Fresh or cryopreserved B-CLL cells were available for surface marker
analyses on 37 patients (20 unmutated and 17 mutated). These samples
had been obtained at various points in the clinical follow-up of these
patients. There were no differences in the timing of sample acquisition
between the unmutated and mutated groups.
Cellular immunophenotypic analysis.
The following antibody conjugates were used: anti-CD23-fluorescein
isothiocyanate (FITC; Immunotech, Inc, Westbrook, ME), goat antihuman
IgD-FITC (Southern Biotechnology Associates, Birmingham, AL), and
anti-CD5-FITC, anti-CD5-phycoerythrin (PE), anti-CD38-PE, anti-CD19-allophycocyanin (APC), anti-CD45-FITC, and anti-CD14-PE (Simultest LeucoGATE; all from Becton Dickinson Immunocytometry Systems, San Jose, CA).
Peripheral blood mononuclear cells (PBMC) were separated from
heparinized venous blood by density gradient centrifugation using
Ficoll-Paque (Pharmacia LKB Biotechnology, Piscataway, NJ) and used
either immediately or after thawing samples that had been cryopreserved
with a programmable cell freezing machine (CryoMed, Mt. Clemens, MI).
PBMC were analyzed for surface expression of CD19/CD5/CD38 and
CD19/IgD/CD38 and CD19/CD5/CD23 by triple color immunofluorescence.25 For the detection of
CD19/CD5/CD38-expressing cells, monoclonal antibody (MoAb) labeled with
the following fluorochromes were used: anti-CD19-APC,
anti-CD5-FITC, and anti-CD38-PE; for the detection of
CD19/IgD/CD38-expressing cells, anti-CD19-APC, anti-IgD-FITC, and
anti-CD38-PE MoAb were used; for the detection of
CD19/CD5/CD23-expressing cells, anti-CD19-APC, anti-CD23-FITC, and
anti-CD5-PE MoAb were used. Isotype-matched negative controls were
used in all assays to determine positive from negative results. Flow
cytometric analyses were performed on a Becton-Dickinson FACS Calibur
flow cytometer equipped with argon and red diode lasers. Measurements
of forward and side scatter were combined with CD45 and CD14
determinations to identify lymphocytes and exclude monocytes. The
CellQuest software system (Becton Dickinson Immunocytometry Systems)

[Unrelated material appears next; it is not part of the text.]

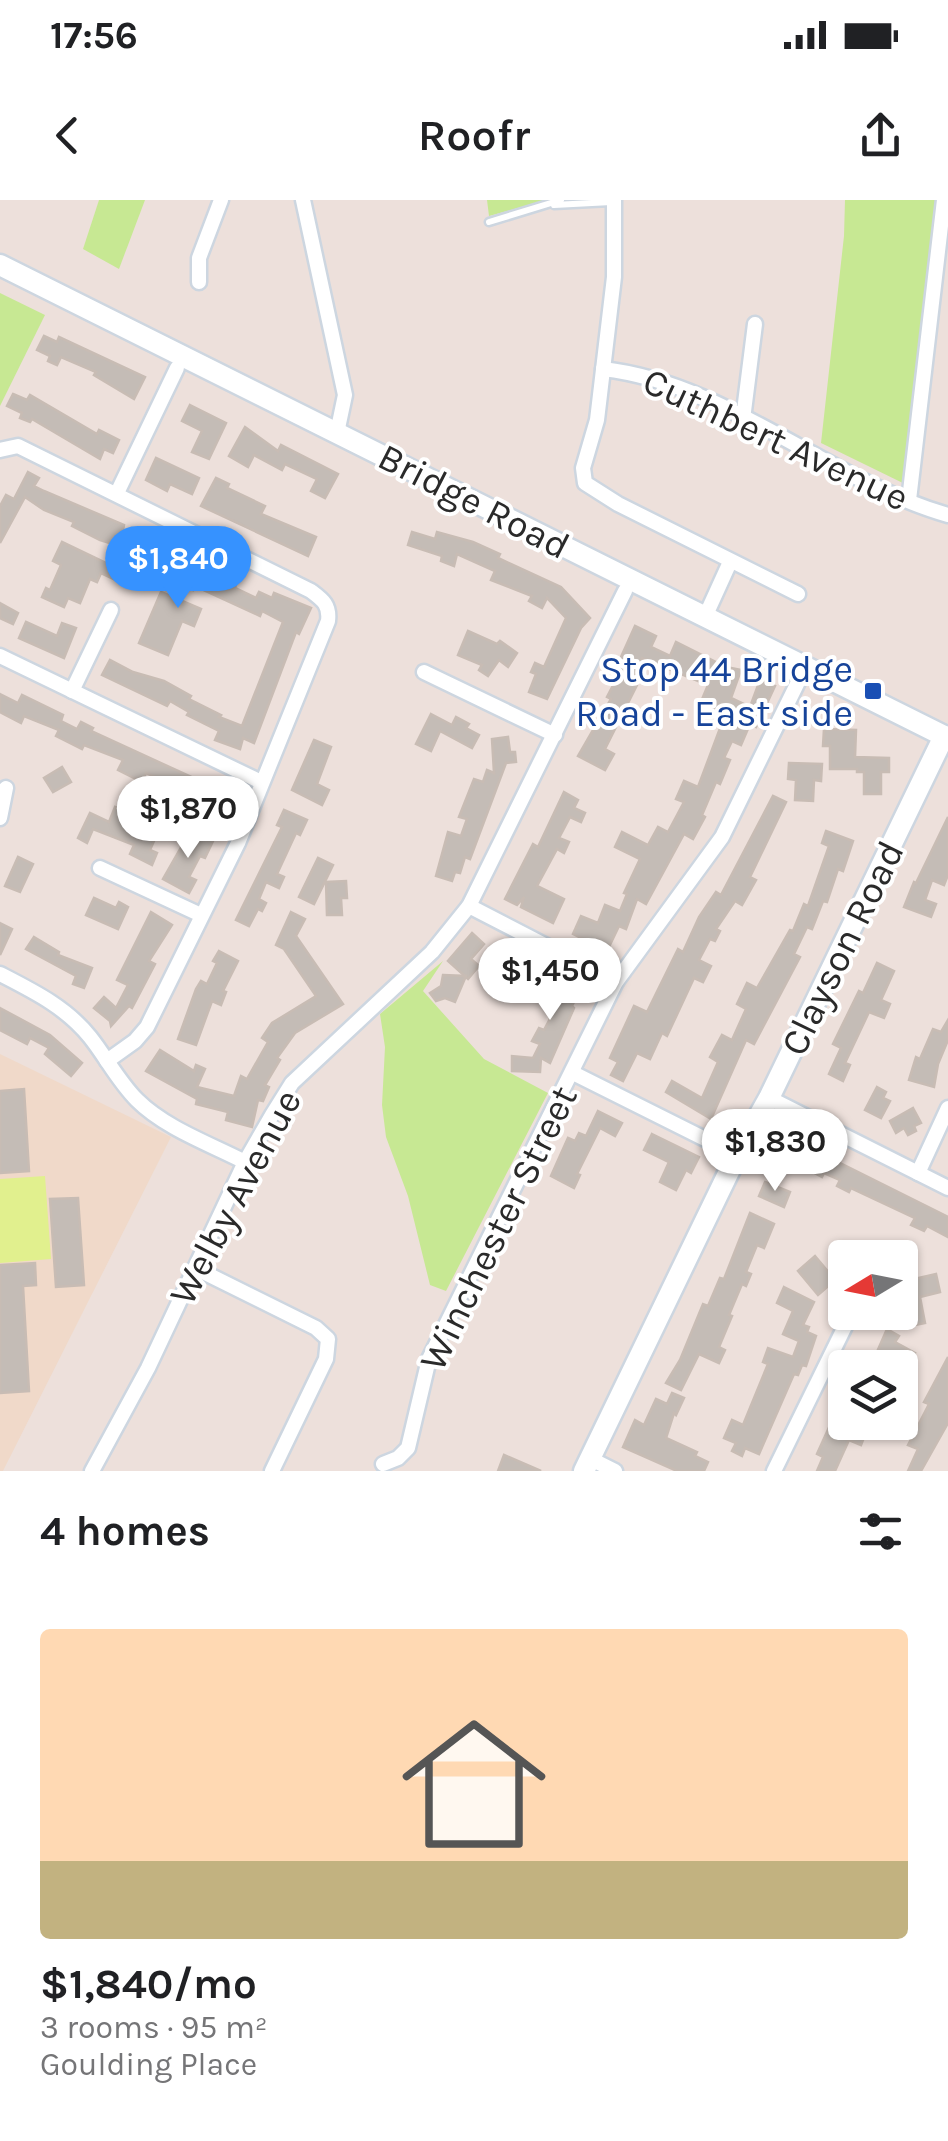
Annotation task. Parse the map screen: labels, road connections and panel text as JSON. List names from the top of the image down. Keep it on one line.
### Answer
{"streets":{"main road":["Bridge Road","Clayson Road"],"street":["Cuthbert Avenue","Welby Avenue","Winchester Street"]},"crossings":[["Bridge Road","Clayson Road"],["Bridge Road","Welby Avenue"],["Bridge Road","Winchester Street"]],"places":{"transit":["Stop 44 Bridge Road - East side"]},"north":"left","page":{"status":"17:56","header":"Roofr","price":["$1,840","$1,870","$1,450","$1,830"],"heading":"4 homes","list":[{"name":"$1,840/mo","note":"3 rooms · 95 m² · Goulding Place"}]}}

was used to acquire and analyze data.
Statistical analyses.
The percentages of CD5+/CD19+ B cells that
coexpressed CD38 or IgD or CD23 were determined for each patient and
statistical differences between the unmutated and mutated groups
analyzed using the Mann-Whitney test. Patients were also classified
according to the percentage of B-CLL cells expressing CD38 into 30%
CD38+ and <30% CD38+ groups.
To determine the degree of association between the individual patients
based on the actual percentages of CD38-expressing cells and on the V
gene mutation status or on the percentages of CD23-expressing cells,
the Spearman coefficient was calculated. To determine the degree of
association between the patients classified into 2 groups based on
percentages of CD38-expressing cells and on the V gene mutation status,
the Kappa coefficient was used. Standard methods for estimating
proportions and associated exact confidence intervals (CI) were used
for estimating sensitivity of high numbers of CD38+ B-CLL
cells (30%) as a marker for "unmutated" V genes. In standard epidemiological terminology, the unmutated gene corresponded to the
"disease" state and accordingly sensitivity was computed using the number of patients with unmutated genes as the denominator. Similarly, specificity of low numbers of CD38+ B-CLL cells
(<30%) was computed using the patients with mutated genes as the
denominator. Accuracy was defined as the percentage of patients who
were classified correctly as unmutated or mutated using the CD38
criteria. Positive and negative predictive values were computed using
Bayes' Rule.
Comparisons of V gene mutation status and CD38 expression with clinical
course were made "blindly". The investigator (T.W.) who reviewed
the clinical histories of these patients was unaware of the laboratory
data during the retrospective chart review. The two-tailed Fisher's
Exact test was used to determine whether chemotherapy requirements, Rai
stage at diagnosis, or gender were significantly associated with V gene
mutation status or with CD38 percentage. Survival analyses were
performed using the Kaplan-Meier product-limit method and the log-rank test.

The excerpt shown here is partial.